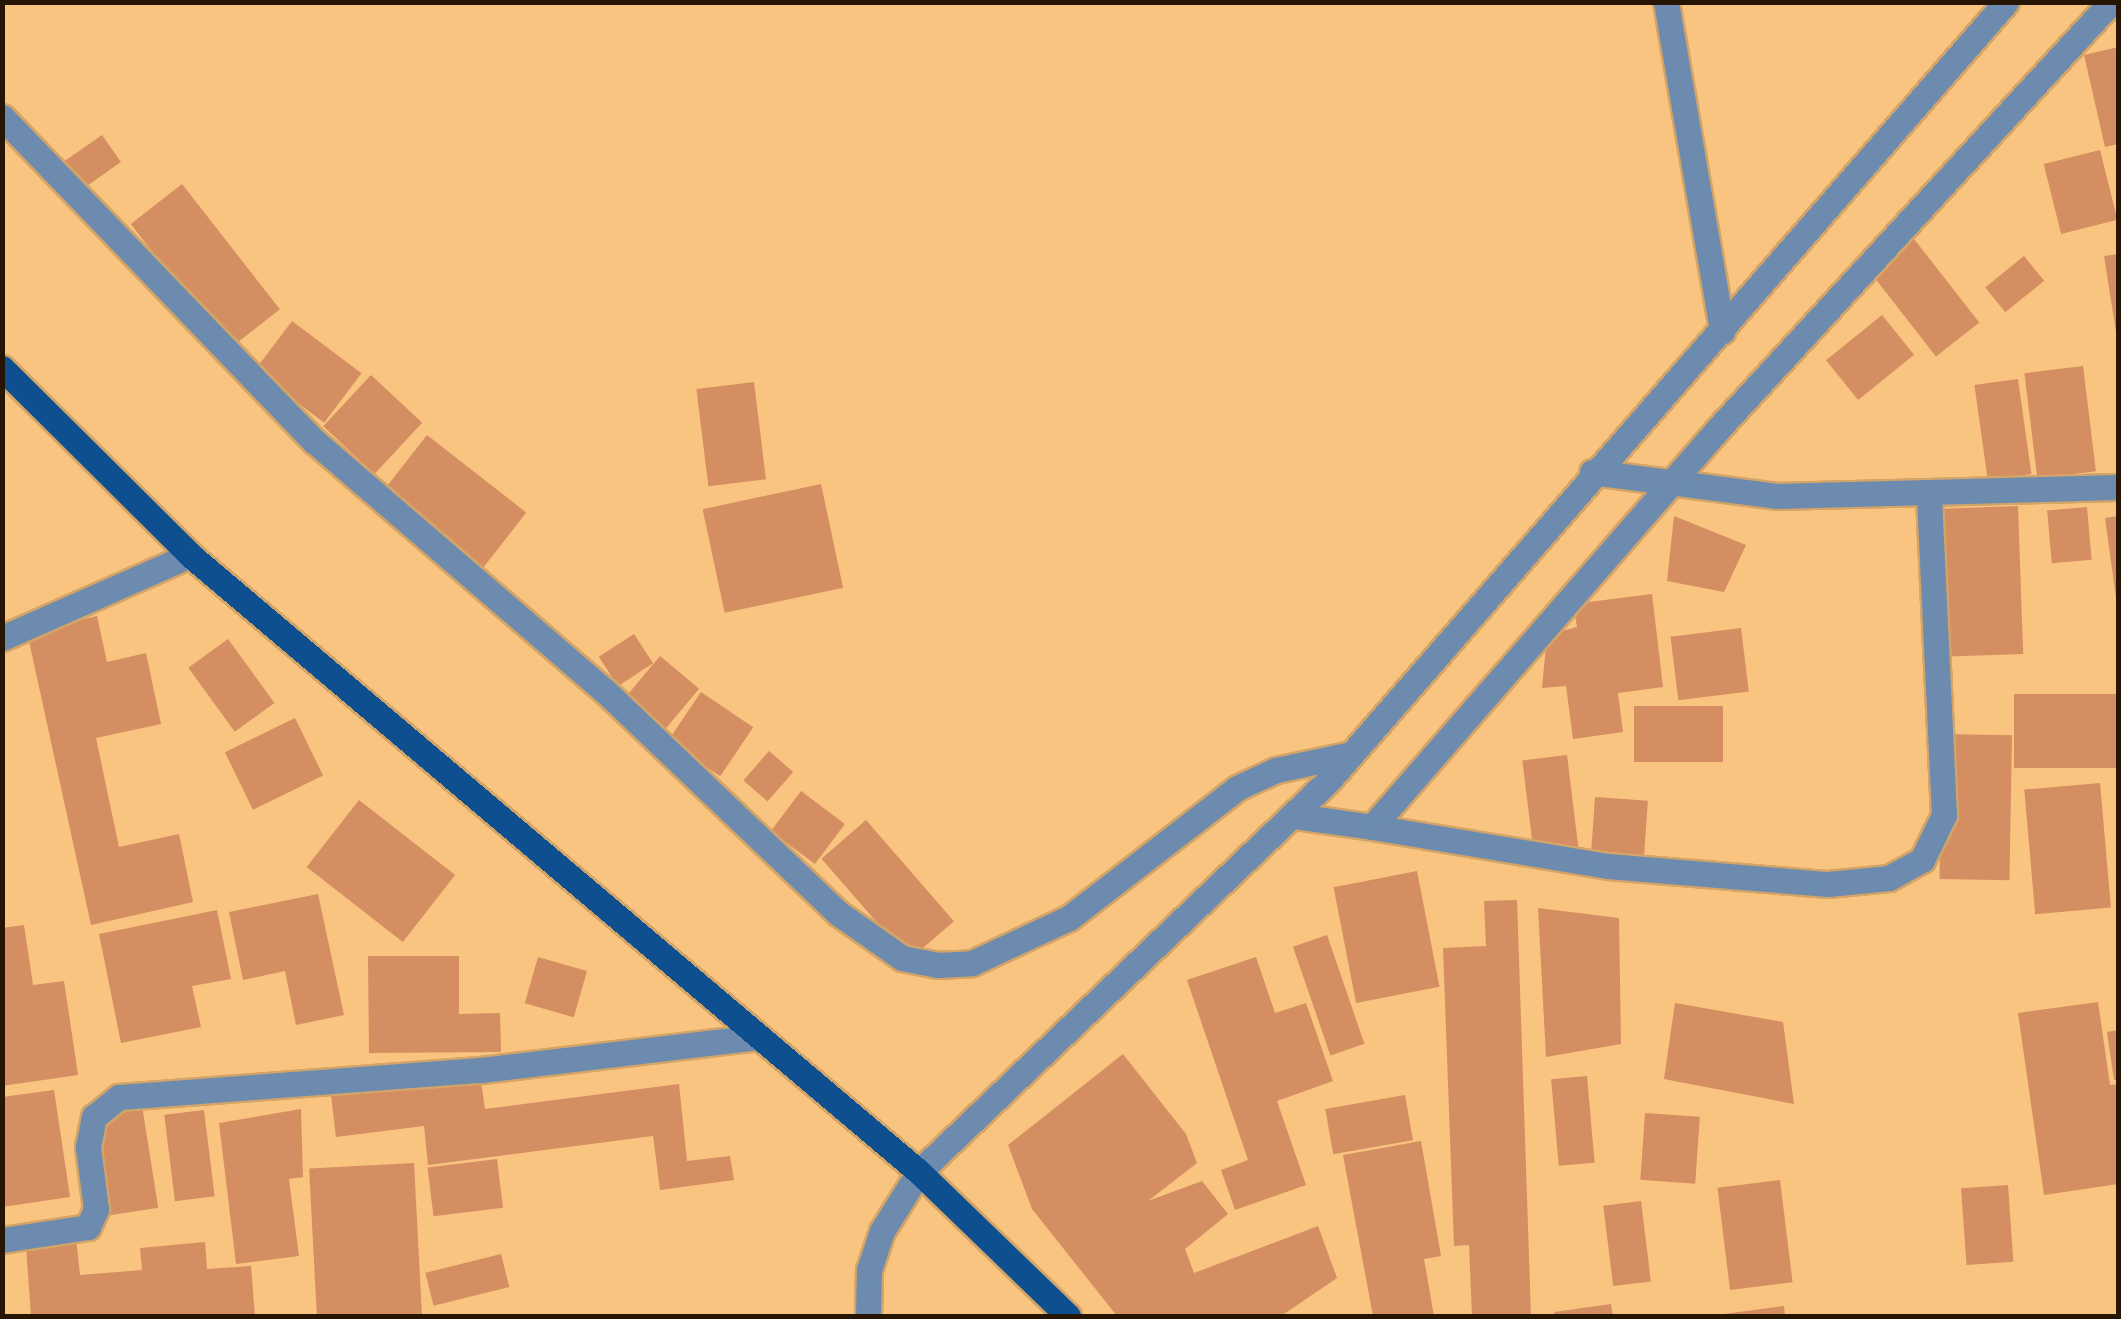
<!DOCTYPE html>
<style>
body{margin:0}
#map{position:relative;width:2121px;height:1319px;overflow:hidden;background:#f9c47f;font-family:Montserrat,sans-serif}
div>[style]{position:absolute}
.building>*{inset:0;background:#d58e61;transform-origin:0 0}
.roads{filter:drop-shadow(2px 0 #d3a468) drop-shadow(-2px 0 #d3a468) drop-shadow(0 2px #d3a468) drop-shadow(0 -2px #d3a468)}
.minor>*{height:25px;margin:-12.5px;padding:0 12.5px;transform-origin:12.5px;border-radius:12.5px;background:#6c8baf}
.major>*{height:25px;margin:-12.5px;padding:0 12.5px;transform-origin:12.5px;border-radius:12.5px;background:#0d4f8f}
span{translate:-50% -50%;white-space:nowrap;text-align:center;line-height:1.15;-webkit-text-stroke:9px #ffd49e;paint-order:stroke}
.frame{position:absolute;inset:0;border:5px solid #251502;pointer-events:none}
</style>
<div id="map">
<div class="building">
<i style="clip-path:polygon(2118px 47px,2118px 144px,2105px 147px,2084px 55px)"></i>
<i style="left:102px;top:135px;width:33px;height:49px;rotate:55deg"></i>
<i style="left:2100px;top:150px;width:72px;height:58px;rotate:76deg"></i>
<i style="left:182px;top:184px;width:159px;height:65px;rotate:52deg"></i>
<i style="left:1914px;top:239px;width:106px;height:55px;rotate:52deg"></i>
<i style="clip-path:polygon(2118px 254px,2118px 332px,2116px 332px,2104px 256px)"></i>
<i style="left:2024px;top:256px;width:32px;height:50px;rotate:51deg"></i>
<i style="left:1882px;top:315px;width:51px;height:72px;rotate:51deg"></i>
<i style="left:292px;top:321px;width:87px;height:62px;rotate:37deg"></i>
<i style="left:2083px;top:366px;width:106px;height:59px;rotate:83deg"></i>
<i style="left:371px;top:375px;width:70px;height:70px;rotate:43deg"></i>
<i style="left:2018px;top:379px;width:96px;height:44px;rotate:82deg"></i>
<i style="left:754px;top:382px;width:98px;height:58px;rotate:83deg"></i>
<i style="left:427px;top:435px;width:126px;height:73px;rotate:38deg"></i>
<i style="left:821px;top:484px;width:106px;height:121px;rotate:78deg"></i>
<i style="left:2018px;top:506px;width:148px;height:84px;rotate:88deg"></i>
<i style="left:2087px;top:507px;width:53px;height:40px;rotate:85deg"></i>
<i style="clip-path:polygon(1674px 516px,1746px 545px,1724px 592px,1667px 581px)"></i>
<i style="clip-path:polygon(2118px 516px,2118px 598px,2116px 598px,2105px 518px)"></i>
<i style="clip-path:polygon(1652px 594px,1663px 687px,1618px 693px,1623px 732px,1573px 739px,1566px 686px,1542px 688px,1547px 635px,1577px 627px,1573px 604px)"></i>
<i style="clip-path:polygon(97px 616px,107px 662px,146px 653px,161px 724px,96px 738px,119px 847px,179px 834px,193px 902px,91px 925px,27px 632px)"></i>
<i style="left:1741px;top:628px;width:64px;height:71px;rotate:83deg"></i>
<i style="left:634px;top:634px;width:35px;height:42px;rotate:57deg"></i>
<i style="left:228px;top:639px;width:79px;height:49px;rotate:54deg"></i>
<i style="left:660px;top:656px;width:51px;height:55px;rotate:40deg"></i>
<i style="left:701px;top:692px;width:63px;height:59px;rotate:34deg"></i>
<i style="left:2118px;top:694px;width:74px;height:104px;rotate:90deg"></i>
<i style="left:1723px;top:706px;width:56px;height:89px;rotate:90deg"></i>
<i style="left:295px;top:718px;width:64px;height:78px;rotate:64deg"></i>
<i style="left:1942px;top:734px;width:70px;height:145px;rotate:1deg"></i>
<i style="left:769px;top:751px;width:32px;height:39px;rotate:41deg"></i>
<i style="left:1567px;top:755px;width:103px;height:45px;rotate:83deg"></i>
<i style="left:2100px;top:783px;width:125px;height:76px;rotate:85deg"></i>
<i style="left:801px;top:791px;width:55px;height:50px;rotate:37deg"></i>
<i style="left:1595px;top:797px;width:53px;height:67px;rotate:4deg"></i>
<i style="left:359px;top:800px;width:122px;height:85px;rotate:38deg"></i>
<i style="left:866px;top:820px;width:134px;height:59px;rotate:49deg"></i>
<i style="left:1417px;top:871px;width:118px;height:85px;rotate:79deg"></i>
<i style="clip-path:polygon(318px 894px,344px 1015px,296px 1025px,285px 971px,243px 980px,229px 912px)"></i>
<i style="clip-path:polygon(1517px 900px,1531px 1316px,1472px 1316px,1469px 1245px,1454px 1246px,1443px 948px,1486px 946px,1484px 901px)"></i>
<i style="clip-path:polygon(1538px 908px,1619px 918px,1621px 1044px,1546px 1057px)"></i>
<i style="clip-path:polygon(217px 910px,231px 979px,192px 986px,201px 1027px,121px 1043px,99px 934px)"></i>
<i style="clip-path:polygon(24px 925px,33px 985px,64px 981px,78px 1075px,2px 1086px,2px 928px)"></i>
<i style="left:1327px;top:935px;width:115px;height:36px;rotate:71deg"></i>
<i style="clip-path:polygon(368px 956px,459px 956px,459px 1014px,500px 1013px,501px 1052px,369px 1053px)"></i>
<i style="left:538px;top:957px;width:51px;height:48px;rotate:16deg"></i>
<i style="clip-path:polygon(1256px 957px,1275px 1013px,1306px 1003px,1333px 1081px,1277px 1101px,1306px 1185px,1235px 1210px,1221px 1170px,1248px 1160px,1187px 980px)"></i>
<i style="clip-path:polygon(2098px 1002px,2110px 1085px,2118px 1084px,2118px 1184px,2044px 1195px,2018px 1013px)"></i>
<i style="clip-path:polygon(1675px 1003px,1783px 1022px,1794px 1104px,1664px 1079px)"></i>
<i style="clip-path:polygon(2118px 1030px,2118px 1080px,2114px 1080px,2107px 1032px)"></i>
<i style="clip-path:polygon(1123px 1054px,1186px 1134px,1197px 1163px,1148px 1201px,1202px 1181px,1228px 1214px,1185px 1249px,1194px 1273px,1318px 1226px,1337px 1278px,1281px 1316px,1117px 1316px,1032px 1209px,1008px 1145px)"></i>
<i style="clip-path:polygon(478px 1060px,485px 1109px,679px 1084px,687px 1161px,730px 1156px,734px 1180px,660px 1190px,653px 1136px,428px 1165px,424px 1126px,336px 1137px,329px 1079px)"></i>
<i style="left:1587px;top:1076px;width:87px;height:36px;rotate:85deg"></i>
<i style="clip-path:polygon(54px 1090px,70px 1197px,2px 1207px,2px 1097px)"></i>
<i style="left:1405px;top:1095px;width:46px;height:81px;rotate:80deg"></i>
<i style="left:141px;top:1099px;width:110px;height:54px;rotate:81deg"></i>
<i style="clip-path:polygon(301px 1109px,303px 1177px,289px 1179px,299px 1256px,236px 1264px,219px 1123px)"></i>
<i style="left:204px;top:1110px;width:87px;height:40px;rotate:83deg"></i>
<i style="left:1645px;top:1113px;width:55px;height:67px;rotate:4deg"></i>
<i style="clip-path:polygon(1421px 1141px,1441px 1256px,1424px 1259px,1434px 1316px,1373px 1316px,1343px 1155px)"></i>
<i style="left:497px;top:1159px;width:49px;height:70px;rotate:83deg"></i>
<i style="left:414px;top:1163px;width:153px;height:105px;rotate:87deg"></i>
<i style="left:1780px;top:1180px;width:103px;height:63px;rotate:83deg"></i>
<i style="left:2008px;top:1185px;width:77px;height:47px;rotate:86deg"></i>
<i style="left:1641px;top:1201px;width:81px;height:38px;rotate:83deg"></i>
<i style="clip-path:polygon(75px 1229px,80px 1275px,142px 1270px,140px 1248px,205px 1242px,207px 1269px,251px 1266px,255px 1316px,31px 1316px,25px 1233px)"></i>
<i style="left:501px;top:1254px;width:34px;height:78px;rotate:76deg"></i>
<i style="clip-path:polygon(1611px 1304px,1613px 1316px,1555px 1316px,1554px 1312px)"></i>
<i style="clip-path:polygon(1784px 1306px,1785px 1316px,1724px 1316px,1724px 1314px)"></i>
</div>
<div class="roads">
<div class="minor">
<i style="left:1666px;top:2px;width:334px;rotate:80.3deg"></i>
<i style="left:2px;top:117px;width:450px;rotate:46.1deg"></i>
<i style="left:314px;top:441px;width:384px;rotate:40.7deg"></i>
<i style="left:605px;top:691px;width:322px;rotate:43.6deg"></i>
<i style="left:838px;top:913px;width:78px;rotate:35.1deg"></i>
<i style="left:902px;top:958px;width:36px;rotate:11deg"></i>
<i style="left:937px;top:965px;width:35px;rotate:-3deg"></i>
<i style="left:972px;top:963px;width:107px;rotate:-24.9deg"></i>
<i style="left:1069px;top:918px;width:212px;rotate:-37.7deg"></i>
<i style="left:1237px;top:788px;width:43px;rotate:-24.8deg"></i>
<i style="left:1276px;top:770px;width:77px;rotate:-12deg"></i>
<i style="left:1592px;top:472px;width:186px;rotate:7.4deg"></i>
<i style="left:1776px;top:496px;width:342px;rotate:-1.5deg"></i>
<i style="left:2px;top:638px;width:206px;rotate:-23.8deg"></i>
<i style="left:1295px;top:816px;width:78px;rotate:8.1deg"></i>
<i style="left:1372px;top:827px;width:529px;rotate:-48.99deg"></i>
<i style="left:1719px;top:428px;width:579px;rotate:-47.38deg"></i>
<i style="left:1372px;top:827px;width:239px;rotate:9.4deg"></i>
<i style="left:1608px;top:866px;width:221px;rotate:4.7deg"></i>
<i style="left:1828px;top:884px;width:61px;rotate:-5.6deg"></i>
<i style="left:1889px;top:878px;width:38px;rotate:-29deg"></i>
<i style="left:1922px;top:860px;width:50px;rotate:-63.9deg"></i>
<i style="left:1944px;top:815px;width:323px;rotate:-92.7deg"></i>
<i style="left:2px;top:1240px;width:87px;rotate:-8.6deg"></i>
<i style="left:88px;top:1227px;width:20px;rotate:-66deg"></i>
<i style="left:96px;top:1209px;width:63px;rotate:-97.4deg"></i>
<i style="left:88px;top:1147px;width:31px;rotate:-79deg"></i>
<i style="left:94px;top:1117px;width:32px;rotate:-39deg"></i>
<i style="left:119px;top:1097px;width:363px;rotate:-4.3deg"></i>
<i style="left:481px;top:1070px;width:279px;rotate:-6.8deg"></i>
<i style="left:868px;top:1316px;width:46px;rotate:-88.8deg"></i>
<i style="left:869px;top:1270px;width:41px;rotate:-71.6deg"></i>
<i style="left:882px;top:1231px;width:70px;rotate:-57.9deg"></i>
<i style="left:919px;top:1172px;width:567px;rotate:-43.71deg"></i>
<i style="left:1329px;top:780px;width:1031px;rotate:-48.97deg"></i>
</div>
<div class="major">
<i style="left:2px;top:368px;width:265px;rotate:44.8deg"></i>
<i style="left:190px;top:555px;width:955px;rotate:40.24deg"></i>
<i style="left:919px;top:1172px;width:207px;rotate:44deg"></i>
</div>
</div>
<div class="frame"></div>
</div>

## WHAT YOU NEED TO DO
Repeat the lines above, starting at the first and stopping after the line that holds "0 #d3a468) drop-shadow(-2px", with the pictures left out.

## RESULT OF THE EXERCISE
<!DOCTYPE html>
<style>
body{margin:0}
#map{position:relative;width:2121px;height:1319px;overflow:hidden;background:#f9c47f;font-family:Montserrat,sans-serif}
div>[style]{position:absolute}
.building>*{inset:0;background:#d58e61;transform-origin:0 0}
.roads{filter:drop-shadow(2px 0 #d3a468) drop-shadow(-2px 0 #d3a468) drop-shadow(0 2px #d3a468) drop-shadow(0 -2px #d3a468)}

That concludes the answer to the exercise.